The digital age is the final frontier for Mandell, our chance to wipe the slate clean of this mess. Very well. But when she says that the anonymity of print engendered literary recklessness, or that the endless ocean and slow pace of print inhibits meaningful scholarship, the Internet is hardly the solution that rushes to mind. It’s true that the seismic shift from manuscript to print is a rich subject in the study of human consciousness. Mandell has entered an interesting discussion there. And it’s true that early print culture laid the foundation for modern critical discourse, for better and for worse. But the belief that the illnesses of criticism are somehow endemic to the print medium, and that its relocation to the Digital Ward can somehow cure it—these assumptions are unsupportable by the scope of this book.

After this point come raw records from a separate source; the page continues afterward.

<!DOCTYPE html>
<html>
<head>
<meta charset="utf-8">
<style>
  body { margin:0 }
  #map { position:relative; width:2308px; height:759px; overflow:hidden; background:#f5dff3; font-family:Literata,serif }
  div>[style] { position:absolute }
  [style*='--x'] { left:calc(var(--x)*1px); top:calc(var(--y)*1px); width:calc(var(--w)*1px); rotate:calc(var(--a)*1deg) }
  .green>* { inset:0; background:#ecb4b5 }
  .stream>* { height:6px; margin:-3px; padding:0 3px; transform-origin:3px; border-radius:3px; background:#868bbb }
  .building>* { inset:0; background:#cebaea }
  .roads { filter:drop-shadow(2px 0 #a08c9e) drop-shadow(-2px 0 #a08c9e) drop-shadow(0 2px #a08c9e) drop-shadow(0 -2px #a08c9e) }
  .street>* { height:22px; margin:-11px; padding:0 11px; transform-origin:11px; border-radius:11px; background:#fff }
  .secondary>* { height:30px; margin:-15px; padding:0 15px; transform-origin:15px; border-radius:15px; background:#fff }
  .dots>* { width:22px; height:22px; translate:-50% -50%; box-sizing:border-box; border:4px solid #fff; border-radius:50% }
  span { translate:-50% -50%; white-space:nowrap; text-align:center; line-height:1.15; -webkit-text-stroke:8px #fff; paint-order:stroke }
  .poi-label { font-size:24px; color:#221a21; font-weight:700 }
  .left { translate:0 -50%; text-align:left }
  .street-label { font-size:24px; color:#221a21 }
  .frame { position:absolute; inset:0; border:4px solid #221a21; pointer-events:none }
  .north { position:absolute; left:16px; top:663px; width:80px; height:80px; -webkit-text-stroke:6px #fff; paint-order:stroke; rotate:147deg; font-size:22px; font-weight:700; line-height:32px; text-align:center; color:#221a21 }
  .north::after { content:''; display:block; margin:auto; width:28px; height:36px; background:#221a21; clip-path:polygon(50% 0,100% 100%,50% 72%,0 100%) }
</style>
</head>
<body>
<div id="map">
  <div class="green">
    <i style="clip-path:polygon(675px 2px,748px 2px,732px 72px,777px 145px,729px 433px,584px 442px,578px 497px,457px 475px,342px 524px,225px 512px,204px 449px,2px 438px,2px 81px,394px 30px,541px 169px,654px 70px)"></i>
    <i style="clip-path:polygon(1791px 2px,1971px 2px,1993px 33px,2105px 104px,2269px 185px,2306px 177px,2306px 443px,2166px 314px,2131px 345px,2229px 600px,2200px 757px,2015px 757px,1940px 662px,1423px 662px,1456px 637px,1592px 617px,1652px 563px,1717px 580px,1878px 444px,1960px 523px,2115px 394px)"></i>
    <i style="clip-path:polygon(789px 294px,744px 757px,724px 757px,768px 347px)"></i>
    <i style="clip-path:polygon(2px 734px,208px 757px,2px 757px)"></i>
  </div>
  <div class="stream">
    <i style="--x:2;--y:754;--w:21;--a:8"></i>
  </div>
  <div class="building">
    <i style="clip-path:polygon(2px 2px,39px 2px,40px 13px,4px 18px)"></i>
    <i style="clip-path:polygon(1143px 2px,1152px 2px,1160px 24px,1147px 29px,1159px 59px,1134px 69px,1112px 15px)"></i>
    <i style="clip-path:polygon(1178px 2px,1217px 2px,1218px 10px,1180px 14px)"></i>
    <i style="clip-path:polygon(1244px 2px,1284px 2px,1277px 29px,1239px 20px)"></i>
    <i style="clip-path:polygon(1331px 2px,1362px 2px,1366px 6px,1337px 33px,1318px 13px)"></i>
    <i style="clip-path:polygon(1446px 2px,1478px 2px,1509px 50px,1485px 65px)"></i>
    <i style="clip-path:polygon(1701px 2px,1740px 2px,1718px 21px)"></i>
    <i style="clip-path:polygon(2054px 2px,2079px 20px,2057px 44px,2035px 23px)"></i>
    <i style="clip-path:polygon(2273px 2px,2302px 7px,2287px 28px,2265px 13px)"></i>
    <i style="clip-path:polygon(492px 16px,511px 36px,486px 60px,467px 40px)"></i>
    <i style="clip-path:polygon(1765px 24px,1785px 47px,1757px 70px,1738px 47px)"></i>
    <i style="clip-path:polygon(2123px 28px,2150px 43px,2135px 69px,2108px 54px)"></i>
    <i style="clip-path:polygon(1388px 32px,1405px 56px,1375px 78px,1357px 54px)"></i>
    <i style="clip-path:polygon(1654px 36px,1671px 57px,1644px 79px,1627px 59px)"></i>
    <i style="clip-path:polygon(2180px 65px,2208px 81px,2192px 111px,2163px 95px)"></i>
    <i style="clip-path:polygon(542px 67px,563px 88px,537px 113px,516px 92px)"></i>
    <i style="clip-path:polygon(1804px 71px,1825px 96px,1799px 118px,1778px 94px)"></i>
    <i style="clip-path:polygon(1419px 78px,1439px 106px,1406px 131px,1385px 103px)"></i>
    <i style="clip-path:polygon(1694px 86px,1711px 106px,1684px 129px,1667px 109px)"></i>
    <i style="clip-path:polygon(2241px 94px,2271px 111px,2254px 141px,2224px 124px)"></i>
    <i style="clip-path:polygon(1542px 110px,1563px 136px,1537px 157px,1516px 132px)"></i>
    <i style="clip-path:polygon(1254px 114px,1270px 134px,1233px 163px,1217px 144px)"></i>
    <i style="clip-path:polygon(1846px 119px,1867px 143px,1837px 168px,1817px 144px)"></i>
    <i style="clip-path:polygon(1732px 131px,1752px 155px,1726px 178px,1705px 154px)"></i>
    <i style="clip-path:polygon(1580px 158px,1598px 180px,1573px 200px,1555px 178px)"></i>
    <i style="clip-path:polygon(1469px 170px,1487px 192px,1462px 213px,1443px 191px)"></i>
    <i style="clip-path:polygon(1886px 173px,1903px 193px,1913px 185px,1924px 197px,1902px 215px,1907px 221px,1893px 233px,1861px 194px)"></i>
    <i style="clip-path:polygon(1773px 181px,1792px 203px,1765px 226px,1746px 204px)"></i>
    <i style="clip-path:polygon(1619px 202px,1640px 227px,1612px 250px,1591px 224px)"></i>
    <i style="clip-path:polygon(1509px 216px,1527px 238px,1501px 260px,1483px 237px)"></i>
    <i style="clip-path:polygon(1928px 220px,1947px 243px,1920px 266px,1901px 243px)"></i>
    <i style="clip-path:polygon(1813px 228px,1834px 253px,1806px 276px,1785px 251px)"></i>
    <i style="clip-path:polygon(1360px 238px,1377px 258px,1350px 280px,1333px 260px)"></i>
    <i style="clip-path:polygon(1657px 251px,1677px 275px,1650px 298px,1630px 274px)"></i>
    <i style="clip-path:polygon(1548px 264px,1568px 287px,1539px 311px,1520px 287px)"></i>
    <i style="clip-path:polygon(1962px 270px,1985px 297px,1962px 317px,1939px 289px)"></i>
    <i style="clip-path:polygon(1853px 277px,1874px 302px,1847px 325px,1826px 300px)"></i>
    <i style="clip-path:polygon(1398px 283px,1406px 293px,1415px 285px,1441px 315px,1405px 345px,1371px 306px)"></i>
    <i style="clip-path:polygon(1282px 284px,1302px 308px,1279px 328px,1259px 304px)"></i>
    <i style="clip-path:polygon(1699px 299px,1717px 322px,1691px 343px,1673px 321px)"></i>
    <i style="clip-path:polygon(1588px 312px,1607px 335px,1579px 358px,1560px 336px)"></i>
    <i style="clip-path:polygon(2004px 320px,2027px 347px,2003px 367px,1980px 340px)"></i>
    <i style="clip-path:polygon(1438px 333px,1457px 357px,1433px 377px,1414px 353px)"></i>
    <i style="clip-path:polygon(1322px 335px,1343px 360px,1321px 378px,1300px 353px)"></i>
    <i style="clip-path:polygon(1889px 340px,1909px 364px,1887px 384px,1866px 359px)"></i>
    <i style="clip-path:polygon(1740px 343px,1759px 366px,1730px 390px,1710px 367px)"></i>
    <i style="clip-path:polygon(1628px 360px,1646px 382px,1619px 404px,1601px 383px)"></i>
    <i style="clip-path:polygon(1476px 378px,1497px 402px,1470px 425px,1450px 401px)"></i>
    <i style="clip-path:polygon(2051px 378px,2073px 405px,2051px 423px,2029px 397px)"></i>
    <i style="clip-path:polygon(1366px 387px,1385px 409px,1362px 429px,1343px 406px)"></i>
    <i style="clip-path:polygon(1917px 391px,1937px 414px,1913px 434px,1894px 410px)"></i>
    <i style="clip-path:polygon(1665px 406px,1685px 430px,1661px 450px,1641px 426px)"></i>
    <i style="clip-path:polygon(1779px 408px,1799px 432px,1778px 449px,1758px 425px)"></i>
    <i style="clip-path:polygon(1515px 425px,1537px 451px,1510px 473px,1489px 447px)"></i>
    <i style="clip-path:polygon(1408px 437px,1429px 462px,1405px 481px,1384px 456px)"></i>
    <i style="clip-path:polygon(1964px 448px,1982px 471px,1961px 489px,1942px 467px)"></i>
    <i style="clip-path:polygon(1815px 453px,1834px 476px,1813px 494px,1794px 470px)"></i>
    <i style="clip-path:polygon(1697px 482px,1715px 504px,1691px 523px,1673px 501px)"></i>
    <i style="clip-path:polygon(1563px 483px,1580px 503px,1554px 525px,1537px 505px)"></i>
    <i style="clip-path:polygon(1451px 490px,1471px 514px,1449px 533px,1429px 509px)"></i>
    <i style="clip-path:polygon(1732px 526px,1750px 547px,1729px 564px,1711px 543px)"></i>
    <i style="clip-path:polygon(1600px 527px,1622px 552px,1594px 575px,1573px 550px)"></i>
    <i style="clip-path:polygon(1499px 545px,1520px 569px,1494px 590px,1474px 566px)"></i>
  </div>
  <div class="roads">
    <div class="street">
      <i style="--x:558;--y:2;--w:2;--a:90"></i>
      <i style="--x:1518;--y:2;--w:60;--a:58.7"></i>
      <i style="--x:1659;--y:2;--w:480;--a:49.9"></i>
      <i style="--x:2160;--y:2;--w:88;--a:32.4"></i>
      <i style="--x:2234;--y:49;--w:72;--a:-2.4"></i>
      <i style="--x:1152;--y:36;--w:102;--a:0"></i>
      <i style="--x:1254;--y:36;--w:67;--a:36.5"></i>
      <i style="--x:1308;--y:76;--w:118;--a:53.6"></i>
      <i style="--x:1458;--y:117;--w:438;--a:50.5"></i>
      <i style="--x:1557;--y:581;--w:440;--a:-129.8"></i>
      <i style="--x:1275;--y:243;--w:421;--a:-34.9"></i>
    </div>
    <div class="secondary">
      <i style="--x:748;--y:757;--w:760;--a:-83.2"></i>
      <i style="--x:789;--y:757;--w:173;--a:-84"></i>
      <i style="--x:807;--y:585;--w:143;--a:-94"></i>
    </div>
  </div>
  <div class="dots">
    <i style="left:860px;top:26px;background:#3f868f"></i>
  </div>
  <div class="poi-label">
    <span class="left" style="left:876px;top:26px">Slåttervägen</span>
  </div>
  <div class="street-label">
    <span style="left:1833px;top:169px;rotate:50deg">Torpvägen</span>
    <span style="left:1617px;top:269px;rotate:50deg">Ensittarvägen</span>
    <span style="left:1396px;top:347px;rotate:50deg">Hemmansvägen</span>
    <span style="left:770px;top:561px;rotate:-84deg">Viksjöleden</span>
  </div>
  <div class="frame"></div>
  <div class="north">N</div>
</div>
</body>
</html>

In fact, if Mandell’s book sets any example, it perpetrates the same crimes of language it’s supposed to condemn. Mandell shrouds her premises in tortured, theoretical language, the over-“adumbration” of “catachreses,” and an obsessive over-quotation of other critics (an attempt to mimic in print the web’s information overload?). A paragraph on “Johnson’s leakage”—perhaps a digression on the lexicographer’s many secretions? Nope. It’s simply F. V. Bogel’s interpretation of Johnson’s Life of Richard Savage: “a conventional sign like quotation marks may only imperfectly inhibit a leakage between categories such as utterance and quotation, use and mention.” Ah, of course!
The image of Gameson’s silent scholars, chained books in hand, floats back into view. How does that version of scholarly depth compare to the one Mandell espouses in her closing remarks? (Her students are tasked with hyperlinking poems according to a color-coded legend: literary element, repetition, symbol, theme, ambiguity, emotion . . . ) Or to the online “crowd-sourcing interpretation tool” she advocates for use in elementary, middle, and high school programs? These tools can be useful, but are they really the answer to the shallowness and self-reference that afflicts criticism? In a strange reversal of fortune I find myself standing alongside Timon, watching from the shore as the convoys set sail. But instead of Alexandria, it’s a vaguer birdcage that awaits—one with equally wonderful opportunities but even loftier, shinier promises. These two books show us, one by its merits, one by its missteps, how careful we need to be in entering it.
1 The Meaning of the Library: A Cultural History, ed. Alice Crawford; Princeton University Press, 336 pages, $35.
2 Breaking the Book: Print Humanities in the Digital Age, by Laura Mandell; Wiley-Blackwell Manifestos, 240 pages. $90.